At last week’s AIChE Spring Meeting, Emerson’s James Beall presented Specifying Control Valve Performance to Achieve Desired Process Performance. In his comprehensive presentation, he discussed the importance of proper valve performance, standards & references, dead band and resolution, response time, loop gain, valve troubleshooting tips, specification tips for valve performance and some examples where improvements have yielded significant business results.
James opened citing a study of over 5000 control loops performed at the time by Entech Control Engineering. The results were that the undesirable behavior of control valves is the biggest contributor to poor loop performance and the destabilization of product uniformity.

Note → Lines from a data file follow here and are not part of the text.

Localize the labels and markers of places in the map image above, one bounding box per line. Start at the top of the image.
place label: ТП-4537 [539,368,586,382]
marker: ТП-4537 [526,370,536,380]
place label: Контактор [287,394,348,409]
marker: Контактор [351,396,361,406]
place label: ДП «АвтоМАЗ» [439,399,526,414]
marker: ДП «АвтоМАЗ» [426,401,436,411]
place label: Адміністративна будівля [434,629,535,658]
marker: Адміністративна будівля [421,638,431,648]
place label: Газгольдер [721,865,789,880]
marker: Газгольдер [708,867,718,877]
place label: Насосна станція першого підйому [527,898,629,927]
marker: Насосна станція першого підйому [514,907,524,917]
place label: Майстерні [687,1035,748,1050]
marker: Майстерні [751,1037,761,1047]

For control loops with excessive variability, 30% were caused by the performance of the control valve.
He related an example of an LNG plant’s main gas feed flow loop with a $1 million USD control valve modulating the natural gas flow into the plant that had to stay in manual operating mode due to high process gains amplifying non-linearities in the valve. The trend charts showed a square wave on the process variable and triangle wave on the control loop output to the valve indicating motion non-linearity in the control valve. One the valve motion issues we’re addressed, the control loop could return to automatic mode, for more stable and reliable operation of the entire plant.
James shared other examples of poor control valve performance in a steam valve at a vitamin plant and another steam valve in a chemical plant. He cited the ANSI/ISA S75.25 standard – Test Procedure for Control Valve Response Measurement from Step Inputs and the technical report, ANSI/ISA–TR75.25 – Control Valve Response Measurement from Step Inputs as good references for determining control valve performance.
The tool that he and the Emerson Control Performance consultants use, the Entech Toolkit, aligns with the ANSI/ISA 75.25 standard and provides guidance to measure control valve performance. This guidance includes definitions for deadband—the range through which an input signal may be varied, with reversal of direction, without initiating an observable change in output signal, resolution—the smallest step increment of input signal in one direction for which movement of the output is observed, and step response time—the interval of time between initiation of an input signal step change and the moment that the response of a dynamic reaches 86.5% of its full steady state value. The step response time includes the dead time before the dynamic response.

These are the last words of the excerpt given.